------ Records for the task

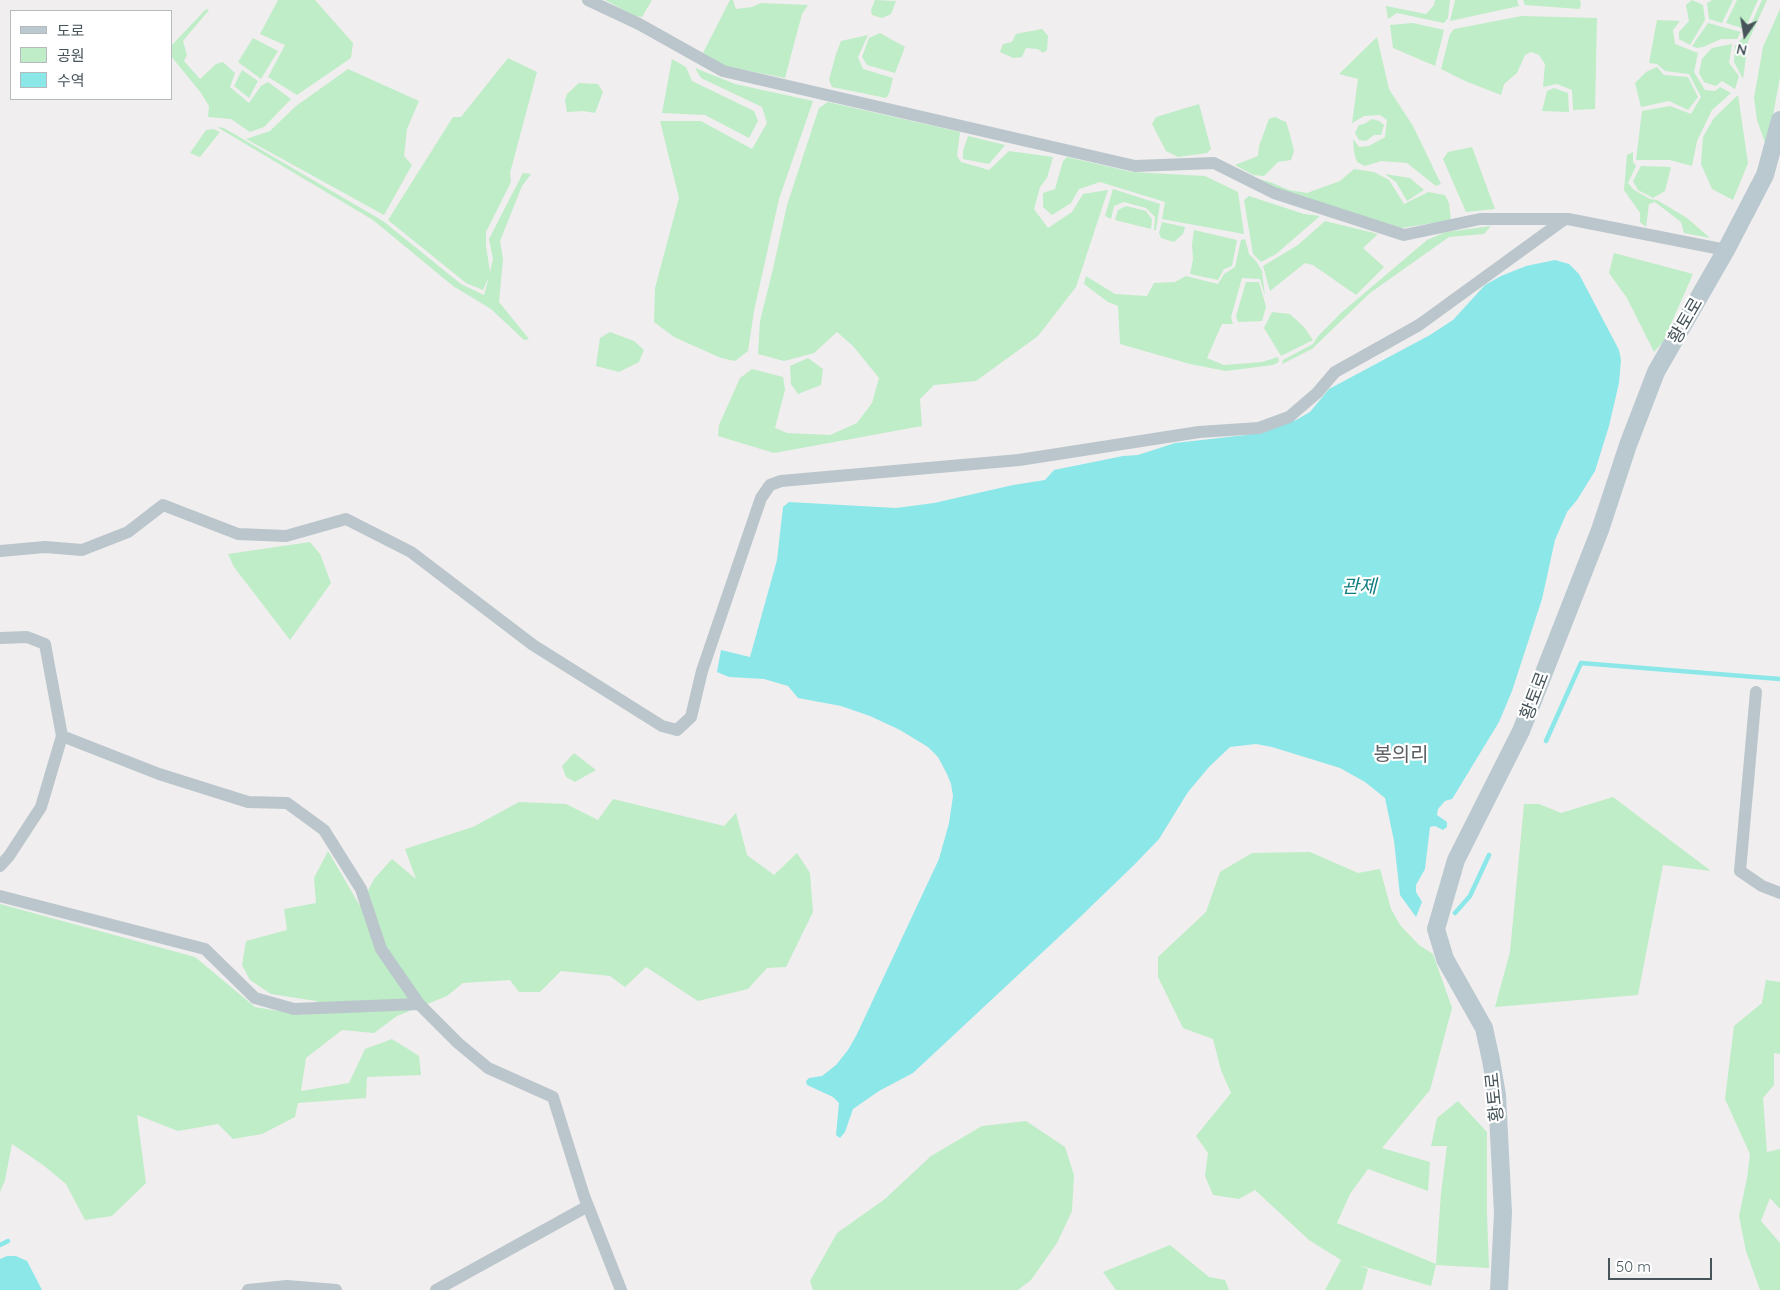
<!DOCTYPE html>
<meta charset="utf-8">
<style>
body{margin:0}
#map{position:relative;width:1780px;height:1290px;overflow:hidden;background:#f1eeef;font-family:Quicksand,"Noto Sans KR",sans-serif}
canvas{display:block}
.legend{position:absolute;left:10px;top:10px;width:162px;height:90px;box-sizing:border-box;background:#fff;border:1px solid #b5bbbd;margin:0;padding:6px 9px;list-style:none;font-size:15px;color:#47555b}
.legend li{display:flex;align-items:center;gap:10px;height:25px}
.legend b{width:25px;border:1px solid #b5bbbd}
.north{position:absolute;left:1720px;top:10px;width:50px;height:50px;-webkit-text-stroke:4px #fff;paint-order:stroke;rotate:193deg;font-size:14px;font-weight:700;line-height:20px;text-align:center;color:#47555b}
.north::after{content:'';display:block;margin:auto;width:18px;height:22px;background:#47555b;clip-path:polygon(50% 0,100% 100%,50% 72%,0 100%)}
.scale{position:absolute;left:1608px;top:1258px;width:104px;height:22px;box-sizing:border-box;border:2px solid #47555b;border-top:0;padding-left:6px;font-size:15px;line-height:18px;white-space:nowrap;color:#47555b;-webkit-text-stroke:4px #fff;paint-order:stroke}
</style>
<div id="map">
<canvas width="1780" height="1290"></canvas>
<ul class="legend">
<li><b style="height:6px;background:#bac9d0"></b>도로</li>
<li><b style="height:14px;background:#beedc7"></b>공원</li>
<li><b style="height:14px;background:#8ce7e9"></b>수역</li>
</ul>
<div class="north">N</div>
<div class="scale">50 m</div>
</div>
<script>
const context = document.querySelector('canvas').getContext('2d');
context.lineJoin = 'round';
function fill(path, color) { context.fillStyle = color; context.fill(path, 'evenodd'); }
const shape = rows => new Path2D(rows.map(r => 'M' + r).join(''));
function trace(path, color, width, dash) { context.strokeStyle = color; context.lineWidth = width; context.lineCap = dash ? 'butt' : 'round'; context.setLineDash(dash || []); context.stroke(path); }
function drawText(font, color, halo, rows, align = 'center') {
  context.font = font + ' Quicksand,"Noto Sans KR",sans-serif'; context.lineWidth = 4.5; context.setLineDash([]); context.textBaseline = 'middle'; context.strokeStyle = halo; context.fillStyle = color; for (const [text, x, y, turn = 0] of rows) {
    context.save(); context.translate(x, y); context.rotate((+turn || 0) * Math.PI / 180); context.textAlign = isNaN(turn) ? turn : align; if (halo) context.strokeText(text, 0, 0); context.fillText(text, 0, 0); context.restore();
  }
}
const green = shape([
 [278,0,315,0,353,43,351,58,297,95,268,77,285,45,260,34],
 [605,0,652,0,642,17,635,16],
 [730,0,733,0,736,9,752,7,761,3,808,5,802,14,785,78,724,66,703,53],
 [875,0,896,1,891,14,882,18,872,15,871,10],
 [1435,0,1450,0,1448,18,1444,23,1397,13,1388,19,1386,6,1426,14,1434,5],
 [1455,0,1517,0,1519,6,1450,21],
 [1523,0,1580,0,1581,5,1579,9,1525,5],
 [1692,0,1703,5,1705,20,1690,45,1679,39,1679,32,1689,21,1686,5],
 [1712,0,1733,0,1722,23,1709,19,1707,3],
 [1737,0,1758,0,1745,29,1726,23],
 [1762,0,1767,0,1748,42,1743,79,1734,62,1735,46,1747,33],
 [206,9,209,10,183,41,187,55,184,61,200,79,216,64,223,62,235,73,230,87,249,103,261,86,268,82,291,99,264,127,250,132,231,119,208,117,209,106,201,93,171,56,171,46],
 [1780,9,1780,77,1767,148,1757,120,1754,98,1763,47],
 [1522,16,1597,18,1595,109,1573,110,1572,90,1557,84,1543,87,1545,64,1539,55,1531,52,1525,55,1517,73,1504,84,1501,95,1465,81,1441,69,1450,34,1454,29],
 [1657,20,1680,21,1673,30,1675,44,1698,53,1694,72,1705,90,1715,91,1720,87,1731,93,1712,110,1697,141,1692,166,1670,160,1636,160,1642,111,1670,106,1691,114,1701,97,1689,74,1665,71,1657,64,1649,63],
 [1413,23,1444,30,1435,66,1393,48,1390,25],
 [1708,23,1741,32,1737,39,1721,39,1703,47,1697,48,1692,46],
 [1042,29,1048,36,1047,50,1043,53,1038,49,1026,48,1022,57,1013,58,1000,52,1003,44,1012,42,1016,34],
 [880,33,905,47,895,73,867,65,862,57,869,38],
 [868,35,858,57,863,69,893,78,889,94,886,98,832,87,829,80,836,54,841,41],
 [1377,37,1389,89,1413,126,1441,184,1436,186,1407,163,1381,161,1365,166,1357,162,1354,152,1353,139,1359,147,1369,146,1385,137,1387,120,1380,115,1364,116,1352,123,1358,79,1339,74],
 [253,38,278,51,261,79,238,62],
 [1732,44,1729,63,1739,76,1735,89,1722,81,1716,86,1704,82,1699,73,1702,59,1712,48],
 [508,58,537,72,510,173,511,182,486,232,486,246,490,272,493,259,489,239,523,173,531,174,522,186,500,241,503,259,499,302,529,339,524,340,491,309,453,286,373,220,217,127,224,128,383,221,461,284,484,295,489,277,483,290,466,283,388,220,453,117,461,117],
 [672,59,686,67,692,81,754,111,758,121,749,138,705,115,662,113],
 [1657,67,1664,75,1688,77,1698,97,1688,110,1669,101,1641,107,1635,83,1646,72],
 [695,68,735,84,813,101,779,199,754,311,748,351,735,361,721,358,674,337,654,322,655,288,679,198,660,121,701,121,752,149,767,123,762,107,701,78],
 [348,69,419,101,407,129,404,156,412,165,384,215,246,139,270,131,296,106],
 [242,70,258,81,249,98,234,86],
 [579,83,598,84,603,92,595,113,583,111,567,112,565,100,567,94],
 [1554,88,1568,93,1569,112,1542,111,1547,91],
 [1738,95,1748,163,1733,200,1712,189,1701,164,1703,137,1714,118],
 [828,102,960,132,957,156,961,162,989,170,1009,151,1053,157,1047,178,1040,187,1034,209,1048,228,1072,212,1083,194,1108,190,1076,287,1038,336,976,381,934,385,920,399,922,426,774,453,718,436,719,425,740,378,752,369,783,377,785,390,775,428,787,433,830,435,857,423,872,403,879,378,853,346,837,332,814,353,784,361,758,354,760,321,773,269,787,205,819,108],
 [1199,104,1211,149,1207,153,1178,157,1166,151,1152,124,1156,117],
 [1275,117,1286,122,1289,131,1294,151,1291,160,1278,162,1264,176,1253,175,1235,165,1258,156,1259,146,1269,119],
 [1372,119,1379,121,1384,125,1381,135,1374,135,1366,141,1359,140,1355,133,1359,125,1364,124],
 [213,129,220,132,200,157,190,153,206,130],
 [968,136,1005,145,989,164,963,159,963,151],
 [1472,147,1495,209,1466,212,1443,159,1448,152],
 [1633,152,1633,162,1636,166,1628,183,1634,190,1650,199,1657,200,1687,218,1710,238,1684,233,1681,222,1655,202,1649,204,1646,227,1640,222,1640,213,1624,190,1627,155],
 [1067,157,1132,172,1205,176,1238,192,1244,234,1162,219,1165,202,1100,182,1079,189,1071,203,1052,215,1043,207,1043,193,1055,189,1063,161],
 [1641,166,1671,167,1665,191,1653,198,1638,190,1633,181],
 [1354,169,1374,172,1389,180,1404,204,1428,192,1445,195,1449,203,1451,220,1402,228,1278,190,1254,178,1270,182,1289,190,1307,193,1340,181],
 [1385,174,1410,178,1424,190,1407,201,1396,182],
 [1113,189,1160,204,1156,230,1154,230,1155,217,1146,208,1124,202,1114,206,1111,219,1105,216],
 [1249,196,1304,214,1320,216,1276,254,1261,262,1253,254,1244,200],
 [1126,206,1146,211,1152,219,1151,229,1115,220,1118,210],
 [1325,221,1378,234,1363,248,1384,267,1356,295,1313,265,1305,263,1270,291,1263,266,1298,245],
 [1162,222,1185,227,1183,234,1174,242,1161,238,1159,233],
 [1491,226,1484,234,1449,237,1370,293,1312,349,1282,364,1283,360,1313,344,1318,336,1342,312,1427,240,1446,232],
 [1194,230,1237,240,1232,266,1224,269,1218,280,1190,274,1193,259,1192,245],
 [1245,239,1249,254,1256,261,1262,271,1265,296,1260,279,1242,278,1231,317,1233,324,1222,324,1207,358,1224,365,1262,362,1278,357,1279,362,1273,365,1226,371,1190,364,1120,344,1118,306,1108,302,1084,284,1086,276,1115,294,1147,296,1154,283,1175,282,1186,276,1218,284,1224,274,1235,267,1241,240],
 [1614,253,1693,274,1663,342,1654,352,1627,298,1609,273],
 [1246,282,1259,282,1266,307,1262,321,1238,322,1236,316],
 [1272,312,1290,314,1304,327,1313,340,1281,356,1264,328],
 [610,332,634,341,644,350,639,362,619,372,596,366,600,338],
 [808,358,823,369,821,385,798,394,791,384,790,366],
 [310,542,320,554,331,583,290,640,234,567,228,554],
 [574,753,596,770,575,782,566,777,562,766],
 [1613,797,1711,871,1663,865,1638,995,1495,1007,1510,952,1524,804,1539,804,1561,813],
 [613,799,724,826,736,813,747,855,774,875,797,853,810,873,813,912,786,967,767,968,748,989,698,1001,646,967,625,987,610,976,561,971,540,992,519,992,510,980,463,983,447,996,397,1016,374,1033,342,1030,306,1058,301,1091,349,1083,365,1049,392,1039,419,1056,421,1075,367,1077,366,1098,298,1103,295,1117,262,1134,233,1139,218,1124,178,1131,137,1115,146,1183,112,1216,85,1220,66,1184,43,1165,12,1144,5,1180,0,1192,0,904,195,957,255,1007,302,1015,329,1011,316,1001,271,994,250,980,242,965,246,941,287,930,284,909,316,903,314,878,328,851,360,906,374,879,392,859,416,879,405,849,473,827,519,802,566,804,598,820],
 [1310,852,1358,873,1380,869,1391,909,1400,925,1419,945,1433,954,1452,1008,1430,1090,1382,1148,1430,1162,1428,1191,1368,1169,1350,1194,1337,1223,1436,1264,1441,1193,1447,1146,1431,1146,1437,1118,1458,1101,1487,1132,1487,1215,1489,1268,1436,1265,1431,1286,1359,1265,1368,1269,1362,1290,1325,1290,1341,1260,1309,1240,1255,1190,1239,1199,1213,1195,1205,1176,1208,1153,1196,1136,1231,1093,1221,1070,1213,1039,1183,1028,1158,977,1158,957,1206,912,1220,872,1252,853],
 [1766,980,1780,982,1780,1054,1774,1053,1774,1085,1763,1098,1767,1152,1780,1149,1780,1209,1770,1198,1761,1221,1780,1243,1780,1290,1760,1290,1746,1251,1739,1216,1747,1178,1750,1154,1725,1099,1734,1026,1762,1003],
 [1026,1121,1065,1147,1074,1175,1072,1211,1057,1243,1031,1280,1018,1290,813,1290,810,1281,837,1233,885,1199,931,1156,982,1126],
 [1170,1245,1209,1277,1225,1280,1229,1290,1116,1290,1103,1272]
]);
const water = shape([
 [1555,260,1569,264,1579,274,1619,350,1621,360,1619,383,1609,426,1595,471,1577,500,1567,512,1555,540,1542,599,1512,691,1499,722,1454,796,1452,799,1445,801,1438,809,1437,815,1447,822,1447,827,1443,830,1435,826,1430,827,1425,869,1416,885,1416,892,1422,902,1416,917,1400,895,1394,841,1385,798,1365,782,1340,768,1272,747,1256,744,1230,747,1209,767,1188,792,1159,839,1135,864,1076,921,913,1073,879,1091,853,1109,845,1132,840,1138,836,1135,839,1103,833,1097,807,1085,806,1081,809,1078,822,1076,836,1065,848,1050,857,1034,939,859,949,823,953,796,951,784,947,774,938,757,928,747,900,730,870,716,841,706,798,698,788,686,764,679,729,677,717,672,721,650,750,657,777,560,783,507,789,502,896,508,934,503,1013,485,1045,480,1054,470,1123,456,1138,455,1175,443,1246,435,1272,428,1296,420,1310,412,1329,389,1430,335,1453,320,1485,285,1501,276,1526,266],
 [7,1256,16,1256,27,1261,42,1290,0,1290,0,1259]
]);
const stream = shape([
 [1546,741,1581,663,1780,679],
 [1455,913,1470,896,1489,855],
 [0,1245,8,1241]
]);
const minor = shape([
 [588,0,639,24,723,71,1135,166,1214,163,1274,193,1404,235,1480,219,1568,219,1726,250],
 [0,551,45,547,82,550,128,532,163,505,238,534,286,536,346,519,411,552,533,645,662,726,677,730,691,717,702,671,761,498,770,485,781,481,1019,460,1199,432,1259,428,1289,417,1317,393,1335,372,1419,325,1565,219],
 [0,638,27,637,45,644,62,736,159,774,248,802,287,803,324,830,361,889,381,949,419,1004],
 [1756,692,1740,871,1762,886,1780,893],
 [0,866,9,856,41,807,62,736],
 [0,896,205,949,255,998,294,1009,419,1004,458,1043,488,1068,553,1097,584,1196,621,1290],
 [248,1290,287,1286,336,1290],
 [436,1290,588,1206]
]);
const secondary = shape([
 [1499,1290,1503,1213,1497,1095,1491,1060,1484,1028,1445,959,1436,929,1456,860,1521,731,1600,530,1628,445,1656,372,1726,250,1765,175,1780,120]
]);
const streetNames = [
 ["황토로",1686,321,-60],
 ["황토로",1535,696,-69],
 ["황토로",1495,1097,-96]
];
const waterNames = [
 ["관제",1359,587]
];
const quarterNames = [
 ["봉의리",1401,755]
];
fill(green, '#beedc7');
fill(water, '#8ce7e9');
trace(stream, '#8ce7e9', 4.5);
trace(minor, '#bac6cb', 12);
trace(secondary, '#bac9d0', 18);
drawText('18px', '#47555b', '#fff', streetNames);
drawText('italic 19px', '#107e80', '#fff', waterNames);
drawText('20px', '#5b6063', '#fff', quarterNames);
</script>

------------

What to do
Filter the records for lines containing the word "lineWidth" and copy each one.

Answer to the problem
function trace(path, color, width, dash) { context.strokeStyle = color; context.lineWidth = width; context.lineCap = dash ? 'butt' : 'round'; context.setLineDash(dash || []); context.stroke(path); }
  context.font = font + ' Quicksand,"Noto Sans KR",sans-serif'; context.lineWidth = 4.5; context.setLineDash([]); context.textBaseline = 'middle'; context.strokeStyle = halo; context.fillStyle = color; for (const [text, x, y, turn = 0] of rows) {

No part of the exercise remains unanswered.